Pages

5/7/12

Berit Ellingsen


Poison Ore Heart

For this story you must believe that the mind is imprisoned inside the body, that the body is separate from the rest of the world, and that the mind’s thoughts make up a whole personality. Only then will this story become true.

The world was an epic poem, but became a dirge. We wrung the air and the water and the soil like a rag until everything became too hot and dry. We shared our resources, but only with those who could give something back. The rest had to make do with history. Then the snow came. For a while it reprieved the heat and lack of sweet water, until the stream became a river and the river became a flood. The earth had turned as dry and cracked as our lips and liquefied until the snow buried everyone in white.
     It was then the memory of the poison ore heart came to us, suddenly and in a dream. The heart had fed us with flames until it was so weak it was no longer worth defending, always-halving but never-ending, like an old and dying sun. Reawakened, the heart might chase away the snow and bring enough spring for sowing. We had to do it.

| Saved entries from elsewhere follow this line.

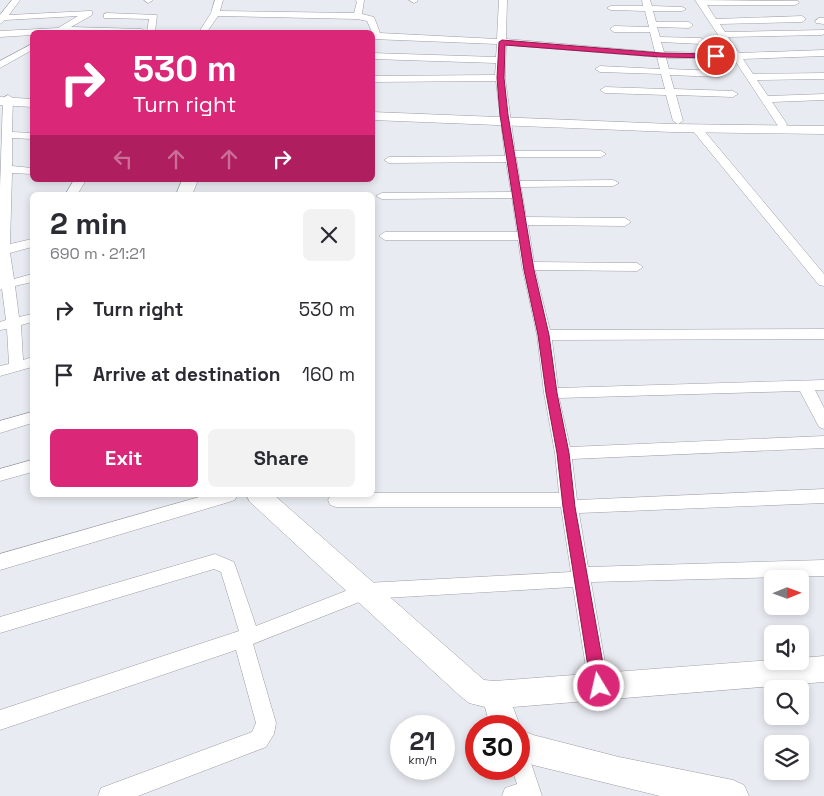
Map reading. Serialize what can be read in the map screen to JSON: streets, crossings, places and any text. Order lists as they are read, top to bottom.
{
  "north": "right",
  "page": {
    "turn": ["530 m", "Turn right"],
    "heading": ["2 min", "690 m · 21:21"],
    "list": [
      {
        "name": "Turn right",
        "value": "530 m"
      },
      {
        "name": "Arrive at destination",
        "value": "160 m"
      }
    ],
    "buttons": ["Exit", "Share"],
    "speed": "21 km/h",
    "limit": "30"
  }
}
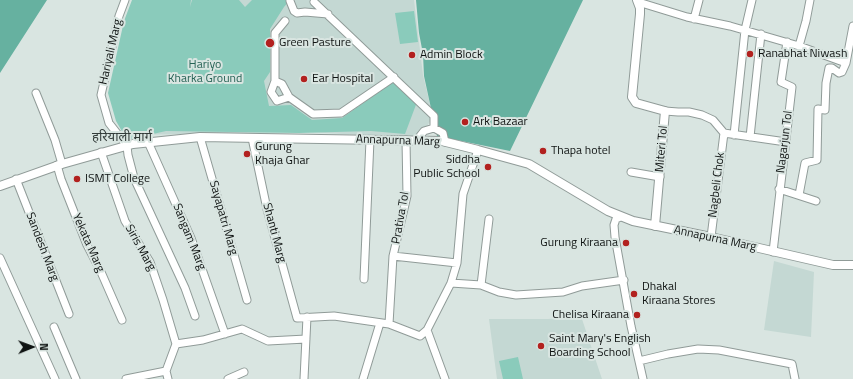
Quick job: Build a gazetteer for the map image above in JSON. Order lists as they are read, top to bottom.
{
  "streets": {
    "main road": ["Annapurna Marg", "Miteri Tol"],
    "street": [
      "Hariyali Marg",
      "Nagarjun Tol",
      "Nagbeli Chok",
      "Sayapatri Marg",
      "Prativa Tol",
      "Shanti Marg",
      "Sangam Marg",
      "Yekata Marg",
      "Sandesh Marg",
      "Siris Marg"
    ]
  },
  "crossings": [
    ["Hariyali Marg", "Annapurna Marg"],
    ["Annapurna Marg", "Nagarjun Tol"],
    ["Annapurna Marg", "Miteri Tol"],
    ["Annapurna Marg", "Nagbeli Chok"],
    ["Annapurna Marg", "Sayapatri Marg"],
    ["Annapurna Marg", "Prativa Tol"],
    ["Annapurna Marg", "Shanti Marg"],
    ["Annapurna Marg", "Sangam Marg"],
    ["Annapurna Marg", "Yekata Marg"],
    ["Annapurna Marg", "Sandesh Marg"],
    ["Annapurna Marg", "Siris Marg"]
  ],
  "districts": ["हरियाली मार्ग"],
  "parks": ["Hariyo Kharka Ground"],
  "places": [
    "Green Pasture",
    "Ranabhat Niwash",
    "Admin Block",
    "Ear Hospital",
    "Ark Bazaar",
    "Thapa hotel",
    "Gurung Khaja Ghar",
    "Siddha Public School",
    "ISMT College",
    "Gurung Kiraana",
    "Dhakal Kiraana Stores",
    "Chelisa Kiraana",
    "Saint Mary's English Boarding School"
  ],
  "north": "right"
}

This is where it ends: In a steel hall between reticent, snow-burdened mountains, under a mute sky, snow falling like ashes, and the air so frozen that metal tears the skin off your fingers. The lashing nettle-wind shrieks and tries every door and hollow window frame like a burglar coming at night, clinks across the shard lake on the concrete floor. The red-rusted leylines with the piss-golden insulators curve into the sky and sing of legacies lost, of eternal life squandered.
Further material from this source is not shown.